While growing up in Maui, Valencia ate Queen Emma Cake on special occasions, such as birthdays. Valencia recalls that bakeries on Maui made them, offering different fruit and botanical flavors in their layers — such as POG, the popular combination of passion fruit, orange and guava juice that originated on Maui, and fragrant green pandan leaves.
For her Queen Emma, Valencia makes slightly denser chiffon cake layers, flavoring each with guava, coconut and lilikoi. Her coconut mousse is rich, but overall, it’s still a very light cake that’s both beautiful and delicious. The subtle flavors of each individual layer and the coconut mousse are distinct, but they all come together in harmony when eaten in a single bite. Queen Emma Cake is sold as slices ($8) or as a whole cake by special order ($65 for a small cake, $115 for a large sheet cake).
Ono Bakehouse also offers some popular Chinese pastries, including a savory, spiraled bun inspired by green onion buns ($5) found at many Taiwanese bakeries, and the hot dog bun ($3.50). She notes that these are some of her favorite items at the bakeries.

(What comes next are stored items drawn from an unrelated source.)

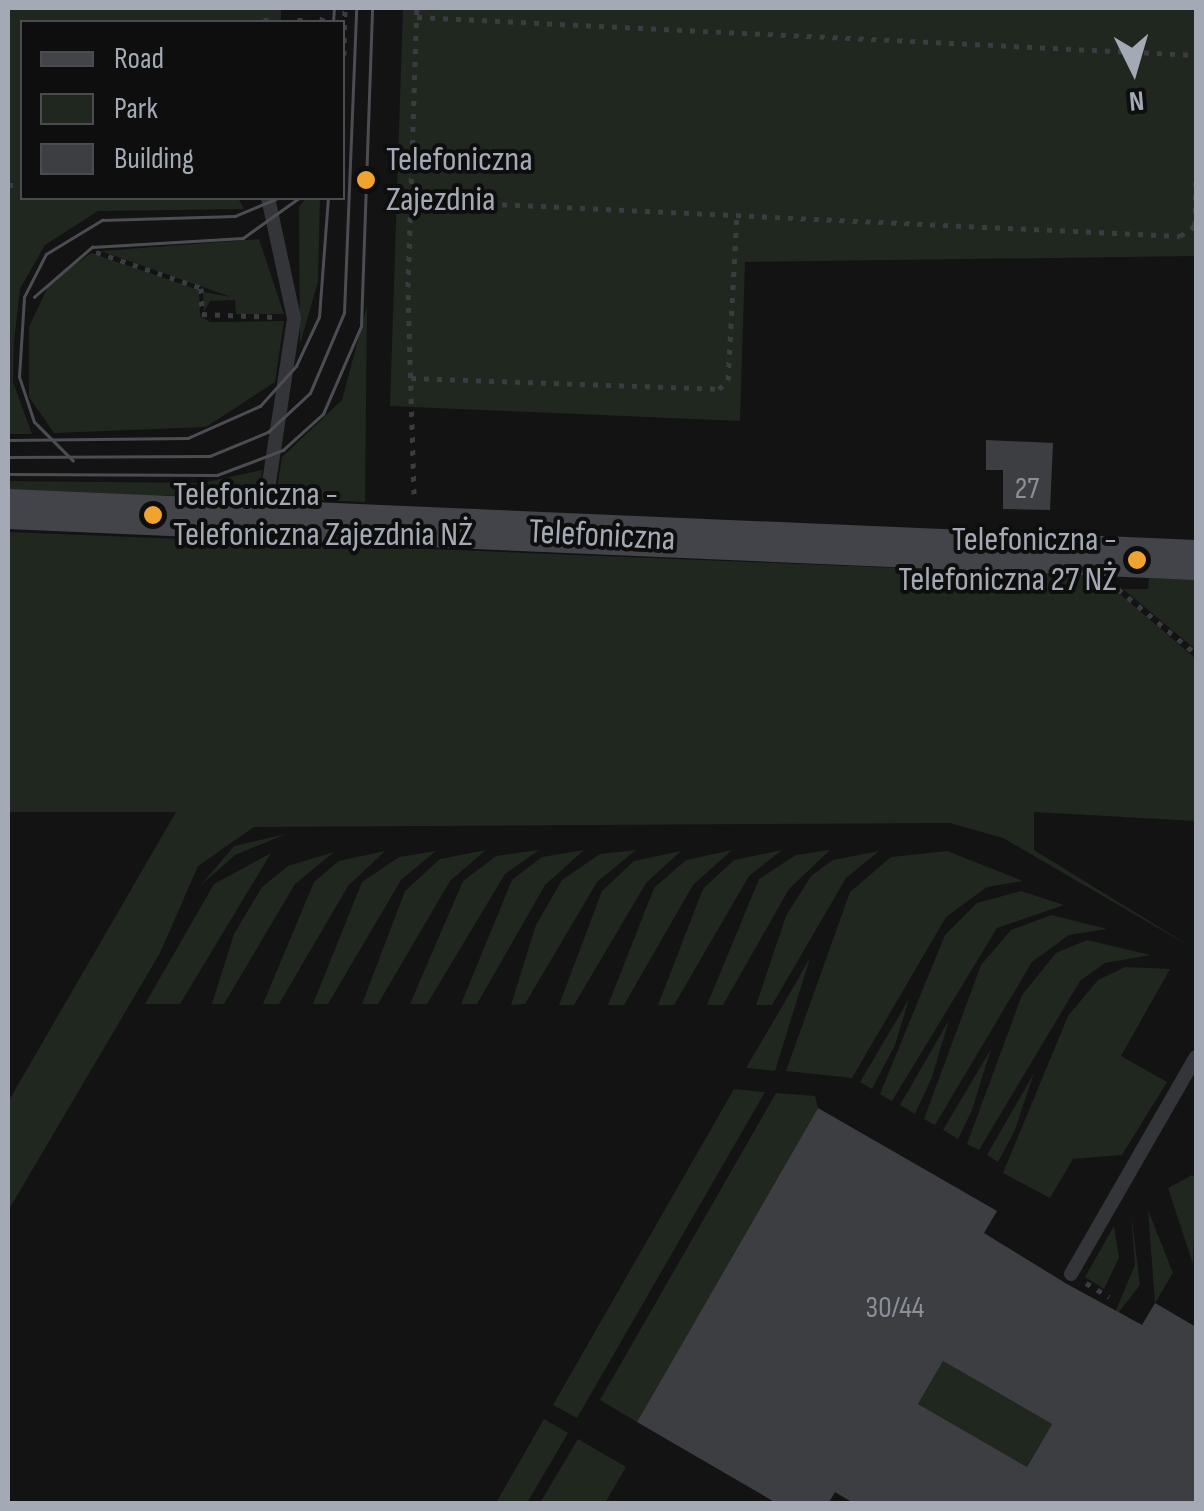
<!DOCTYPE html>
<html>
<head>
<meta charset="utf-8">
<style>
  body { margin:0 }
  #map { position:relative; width:1204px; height:1511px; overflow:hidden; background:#131314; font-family:"Sofia Sans Condensed",sans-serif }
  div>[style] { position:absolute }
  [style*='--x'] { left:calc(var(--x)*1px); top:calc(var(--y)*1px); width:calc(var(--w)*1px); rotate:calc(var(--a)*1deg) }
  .green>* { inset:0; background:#1f271f }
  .building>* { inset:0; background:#3d3e41 }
  .path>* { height:5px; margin-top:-2.5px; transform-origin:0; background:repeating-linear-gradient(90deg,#3a3c40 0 5px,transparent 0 13px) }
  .lane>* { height:14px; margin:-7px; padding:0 7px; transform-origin:7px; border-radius:7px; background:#343539 }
  .secondary>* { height:40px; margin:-20px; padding:0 20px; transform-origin:20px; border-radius:20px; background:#424449 }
  .tram>* { height:2.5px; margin:-1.25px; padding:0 1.25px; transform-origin:1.25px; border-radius:1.25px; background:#4b4d52 }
  .dots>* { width:28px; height:28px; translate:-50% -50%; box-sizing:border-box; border:5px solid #0e0e0f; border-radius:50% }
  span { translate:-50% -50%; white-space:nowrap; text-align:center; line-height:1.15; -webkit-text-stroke:8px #0e0e0f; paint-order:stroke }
  .number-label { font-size:30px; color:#8a8f98 }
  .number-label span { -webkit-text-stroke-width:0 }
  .poi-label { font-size:35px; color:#a4aab5 }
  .left { translate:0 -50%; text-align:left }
  .right { translate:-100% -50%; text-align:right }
  .street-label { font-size:35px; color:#a4aab5 }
  .frame { position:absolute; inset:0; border:10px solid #a4aab5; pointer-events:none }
  .legend { position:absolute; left:20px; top:20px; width:325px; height:180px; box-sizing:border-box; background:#0e0e0f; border:2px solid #4a4c51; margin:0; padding:12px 18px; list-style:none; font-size:30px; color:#a4aab5 }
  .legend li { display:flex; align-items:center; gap:20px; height:50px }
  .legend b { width:50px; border:2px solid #4a4c51 }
  .north { position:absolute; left:1084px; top:20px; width:100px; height:100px; -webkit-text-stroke:8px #0e0e0f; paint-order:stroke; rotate:175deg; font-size:28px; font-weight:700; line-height:40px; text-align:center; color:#a4aab5 }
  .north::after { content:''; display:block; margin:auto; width:35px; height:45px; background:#a4aab5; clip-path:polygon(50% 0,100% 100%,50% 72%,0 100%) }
</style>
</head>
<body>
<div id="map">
  <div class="green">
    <i style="clip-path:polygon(8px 8px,281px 8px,281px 22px,22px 22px,22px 198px,238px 198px,244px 209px,98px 211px,45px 245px,20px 289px,14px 342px,13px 382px,32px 434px,8px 434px)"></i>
    <i style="clip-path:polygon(403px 8px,1196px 8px,1196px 256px,745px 262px,740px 421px,390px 406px)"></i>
    <i style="clip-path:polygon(306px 198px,320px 198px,318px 282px,300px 344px,299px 207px)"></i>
    <i style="clip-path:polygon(259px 239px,284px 314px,236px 314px,235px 300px,210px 301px,204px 312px,203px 292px,231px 297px,101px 251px)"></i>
    <i style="clip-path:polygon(91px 253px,199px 290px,200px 316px,210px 322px,284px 321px,275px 382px,206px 427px,54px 433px,29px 397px,29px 327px,50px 282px)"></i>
    <i style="clip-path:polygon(367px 306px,365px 502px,293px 499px,277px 489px,282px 457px,342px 400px)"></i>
    <i style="clip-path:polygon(262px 470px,260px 487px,245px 496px,8px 495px,8px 481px,202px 483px)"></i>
    <i style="clip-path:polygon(8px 532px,1099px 576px,1196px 659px,1196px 821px,1034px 812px,1034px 850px,1196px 950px,1003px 838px,950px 823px,254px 827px,198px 866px,160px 953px,8px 1211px,8px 1102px,176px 812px,8px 812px)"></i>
    <i style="clip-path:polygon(1149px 578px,1196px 579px,1196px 650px,1123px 589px,1148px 589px)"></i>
    <i style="clip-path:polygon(286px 834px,235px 855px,201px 885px,234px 846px)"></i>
    <i style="clip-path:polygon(486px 850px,450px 881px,378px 1004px,362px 1004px,405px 891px,440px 859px)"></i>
    <i style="clip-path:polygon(539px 850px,505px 874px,427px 1004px,410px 1004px,463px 881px,496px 856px)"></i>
    <i style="clip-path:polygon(584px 850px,545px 885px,477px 1004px,461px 1004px,512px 880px,542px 857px)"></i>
    <i style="clip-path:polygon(636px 850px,597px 882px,525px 1004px,511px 1005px,536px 925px,562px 880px,600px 854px)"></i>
    <i style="clip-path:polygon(732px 850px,693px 885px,624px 1005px,608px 1005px,654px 888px,686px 860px)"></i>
    <i style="clip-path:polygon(782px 850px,749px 876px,674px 1005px,658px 1005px,703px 889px,734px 860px)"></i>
    <i style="clip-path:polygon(830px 850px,789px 889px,723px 1005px,707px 1005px,759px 879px,796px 855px)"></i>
    <i style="clip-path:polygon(385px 851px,348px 886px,279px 1004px,263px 1004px,314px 882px,339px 861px)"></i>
    <i style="clip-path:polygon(436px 851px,401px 880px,328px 1004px,313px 1004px,362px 882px,399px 857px)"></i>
    <i style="clip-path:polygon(681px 851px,646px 883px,574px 1005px,559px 1005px,602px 891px,634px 861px)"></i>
    <i style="clip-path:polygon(879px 851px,846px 878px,772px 1005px,756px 1005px,786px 916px,811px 876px,833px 860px)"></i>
    <i style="clip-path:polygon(947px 851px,1023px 881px,987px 887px,946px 917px,852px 1078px,786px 1071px,850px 892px,891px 857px)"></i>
    <i style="clip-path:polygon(334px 852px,295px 884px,224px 1004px,212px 1004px,234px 934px,262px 887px,288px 866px)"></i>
    <i style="clip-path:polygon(271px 853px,180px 1004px,145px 1004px,214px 884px)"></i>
    <i style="clip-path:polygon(1021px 891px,1064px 905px,997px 928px,892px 1101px,880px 1094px,945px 935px,977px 903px)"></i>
    <i style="clip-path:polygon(1051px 915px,1107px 929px,1069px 935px,1032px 962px,935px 1125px,924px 1119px,981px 965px,1011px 930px)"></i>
    <i style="clip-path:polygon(1087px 940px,1151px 955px,1105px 963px,1080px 981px,979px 1150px,967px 1144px,1022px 995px,1056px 953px)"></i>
    <i style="clip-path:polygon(810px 958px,775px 1071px,746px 1068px,783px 1005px)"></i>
    <i style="clip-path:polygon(1125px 967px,1170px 969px,1121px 1056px,1167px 1082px,1122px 1155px,1073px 1159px,1050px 1198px,1003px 1173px,1068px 1016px,1098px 980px)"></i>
    <i style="clip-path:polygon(909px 999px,895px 1045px,872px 1089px,860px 1082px)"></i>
    <i style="clip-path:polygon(949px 1020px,932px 1077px,915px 1114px,900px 1105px)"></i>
    <i style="clip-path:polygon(991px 1049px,972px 1110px,958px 1139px,943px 1130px)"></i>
    <i style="clip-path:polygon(1034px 1073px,1015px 1130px,998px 1162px,987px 1155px)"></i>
    <i style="clip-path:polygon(734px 1089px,765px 1092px,577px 1418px,553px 1405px)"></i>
    <i style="clip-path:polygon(776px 1093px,815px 1096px,818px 1108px,637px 1422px,600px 1400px)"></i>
    <i style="clip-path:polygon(1192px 1175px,1196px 1178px,1193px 1264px,1168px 1188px)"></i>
    <i style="clip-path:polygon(1148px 1210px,1173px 1273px,1155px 1303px,1151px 1250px)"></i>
    <i style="clip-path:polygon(1131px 1212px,1140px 1285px,1111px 1322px,1135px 1265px)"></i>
    <i style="clip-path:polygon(1114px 1226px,1119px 1258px,1104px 1289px,1085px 1277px)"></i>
    <i style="clip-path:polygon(943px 1361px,1052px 1424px,1027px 1467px,918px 1404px)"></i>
    <i style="clip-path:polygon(544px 1419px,568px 1433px,527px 1503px,496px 1503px)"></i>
    <i style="clip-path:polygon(578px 1439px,626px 1467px,605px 1503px,540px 1503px)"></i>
  </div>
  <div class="building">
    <i style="clip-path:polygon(986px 440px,1053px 443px,1050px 510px,1003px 509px,1003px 470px,986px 470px)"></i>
    <i style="clip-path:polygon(evenodd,818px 1108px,997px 1211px,984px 1233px,1067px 1284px,1142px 1325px,1155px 1303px,1196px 1327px,1196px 1504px,855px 1504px,835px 1492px,828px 1504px,778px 1504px,637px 1422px,818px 1108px,943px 1361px,1052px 1424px,1027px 1467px,918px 1404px,943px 1361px)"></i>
  </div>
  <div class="path">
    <i style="--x:417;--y:17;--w:780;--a:2.79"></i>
    <i style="--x:266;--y:22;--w:14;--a:-90"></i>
    <i style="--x:300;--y:22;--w:14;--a:-90"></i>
    <i style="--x:322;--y:22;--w:14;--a:-86"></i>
    <i style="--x:344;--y:55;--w:47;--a:-88.8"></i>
    <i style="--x:8;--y:185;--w:14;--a:0"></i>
    <i style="--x:411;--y:200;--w:770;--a:2.68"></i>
    <i style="--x:1180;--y:236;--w:18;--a:-34"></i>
    <i style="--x:1195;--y:226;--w:54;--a:-88.9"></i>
    <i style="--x:96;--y:252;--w:111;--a:18.9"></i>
    <i style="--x:201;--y:288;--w:26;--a:88"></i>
    <i style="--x:202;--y:314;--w:74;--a:2.3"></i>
    <i style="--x:411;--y:378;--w:308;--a:2"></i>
    <i style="--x:719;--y:389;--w:13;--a:-45"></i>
    <i style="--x:728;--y:380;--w:164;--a:-86.9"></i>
    <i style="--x:414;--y:494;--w:207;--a:-91.7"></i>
    <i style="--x:408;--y:287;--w:279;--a:-88.2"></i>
    <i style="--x:1118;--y:589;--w:102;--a:39.8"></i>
    <i style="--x:1086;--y:1283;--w:27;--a:31"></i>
  </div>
  <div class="lane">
    <i style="--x:264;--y:515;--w:199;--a:-81.3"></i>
    <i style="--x:294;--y:318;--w:123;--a:-102.2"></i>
    <i style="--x:1071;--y:1274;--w:250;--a:-60.1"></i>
  </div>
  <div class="secondary">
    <i style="--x:8;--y:509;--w:1189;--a:2.46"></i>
  </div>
  <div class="tram">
    <i style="--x:333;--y:22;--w:14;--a:-86"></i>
    <i style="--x:34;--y:297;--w:77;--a:-40.8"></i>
    <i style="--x:92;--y:247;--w:151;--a:-3.4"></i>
    <i style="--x:243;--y:238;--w:69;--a:-35.5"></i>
    <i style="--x:8;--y:440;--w:180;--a:-0.6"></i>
    <i style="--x:188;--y:438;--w:79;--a:-24"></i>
    <i style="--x:260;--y:406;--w:54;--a:-48"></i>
    <i style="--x:296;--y:366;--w:54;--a:-64.9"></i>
    <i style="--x:319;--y:317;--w:119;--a:-85.7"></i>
    <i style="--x:8;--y:457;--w:202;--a:-0.3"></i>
    <i style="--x:210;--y:456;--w:63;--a:-22.5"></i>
    <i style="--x:268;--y:432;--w:57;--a:-42.9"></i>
    <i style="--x:310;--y:393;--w:87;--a:-67"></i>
    <i style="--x:344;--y:313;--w:305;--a:-87.7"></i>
    <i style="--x:73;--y:461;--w:55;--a:-135"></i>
    <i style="--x:34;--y:422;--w:47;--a:-108.4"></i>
    <i style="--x:19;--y:377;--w:80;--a:-86.4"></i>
    <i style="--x:24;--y:297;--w:48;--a:-62.9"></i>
    <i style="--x:46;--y:254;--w:66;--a:-31.3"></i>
    <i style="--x:102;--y:220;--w:133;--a:-1.7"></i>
    <i style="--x:235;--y:216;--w:47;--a:-22.7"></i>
    <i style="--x:8;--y:474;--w:209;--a:0.3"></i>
    <i style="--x:217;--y:475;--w:71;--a:-20.7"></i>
    <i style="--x:283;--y:450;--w:54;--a:-42"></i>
    <i style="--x:323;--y:414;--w:96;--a:-66.6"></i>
    <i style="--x:361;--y:326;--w:318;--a:-88"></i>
  </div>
  <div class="dots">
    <i style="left:366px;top:180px;background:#f0a42f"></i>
    <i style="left:153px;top:515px;background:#f0a42f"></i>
    <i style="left:1137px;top:560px;background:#f0a42f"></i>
  </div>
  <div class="number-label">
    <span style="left:1027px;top:489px">27</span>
    <span style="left:895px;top:1308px">30/44</span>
  </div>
  <div class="poi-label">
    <span class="left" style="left:386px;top:180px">Telefoniczna<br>Zajezdnia</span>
    <span class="left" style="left:173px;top:515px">Telefoniczna -<br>Telefoniczna Zajezdnia NŻ</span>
    <span class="right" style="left:1117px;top:560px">Telefoniczna -<br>Telefoniczna 27 NŻ</span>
  </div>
  <div class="street-label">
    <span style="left:602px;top:536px;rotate:3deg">Telefoniczna</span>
  </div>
  <div class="frame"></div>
  <ul class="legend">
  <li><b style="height:12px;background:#424449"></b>Road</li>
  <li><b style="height:28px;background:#1f271f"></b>Park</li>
  <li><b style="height:28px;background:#3d3e41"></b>Building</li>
  </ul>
  <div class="north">N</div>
</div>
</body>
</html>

While Ono is primarily a bakery, its drink menu is also worth noting. Because there are other specialty coffee shops nearby in Berkeley, Valencia offers a selection of unique or interesting drinks. Latte X ($6.50) is made with San Leandro-based Proyecto Diaz espresso and malted milk, while Matcha X ($6.50) is made with Roots and Craft single-origin, organic matcha and malted milk. Ono’s version of the matcha latte is slighty salty, a welcome change from overly sweet matcha drinks. The bakery also sells craft-brewed, hops-based sparkling canned teas from Bay Area-based Hoptonic, which give a caffeine buzz and, because of the hops, are slightly reminiscent of beer.
While the menu at Ono Bakehouse is short, there’s plenty to try. I found myself wanting to go back — to sample each and every item, and to get a taste of Hawaii.
Ono Bakehouse is open 9 a.m. to 3 p.m., Wednesday through Sunday. Order via website for same-day pickup, or stop by during the shop’s hours. The menu goes live every morning at 9 a.m.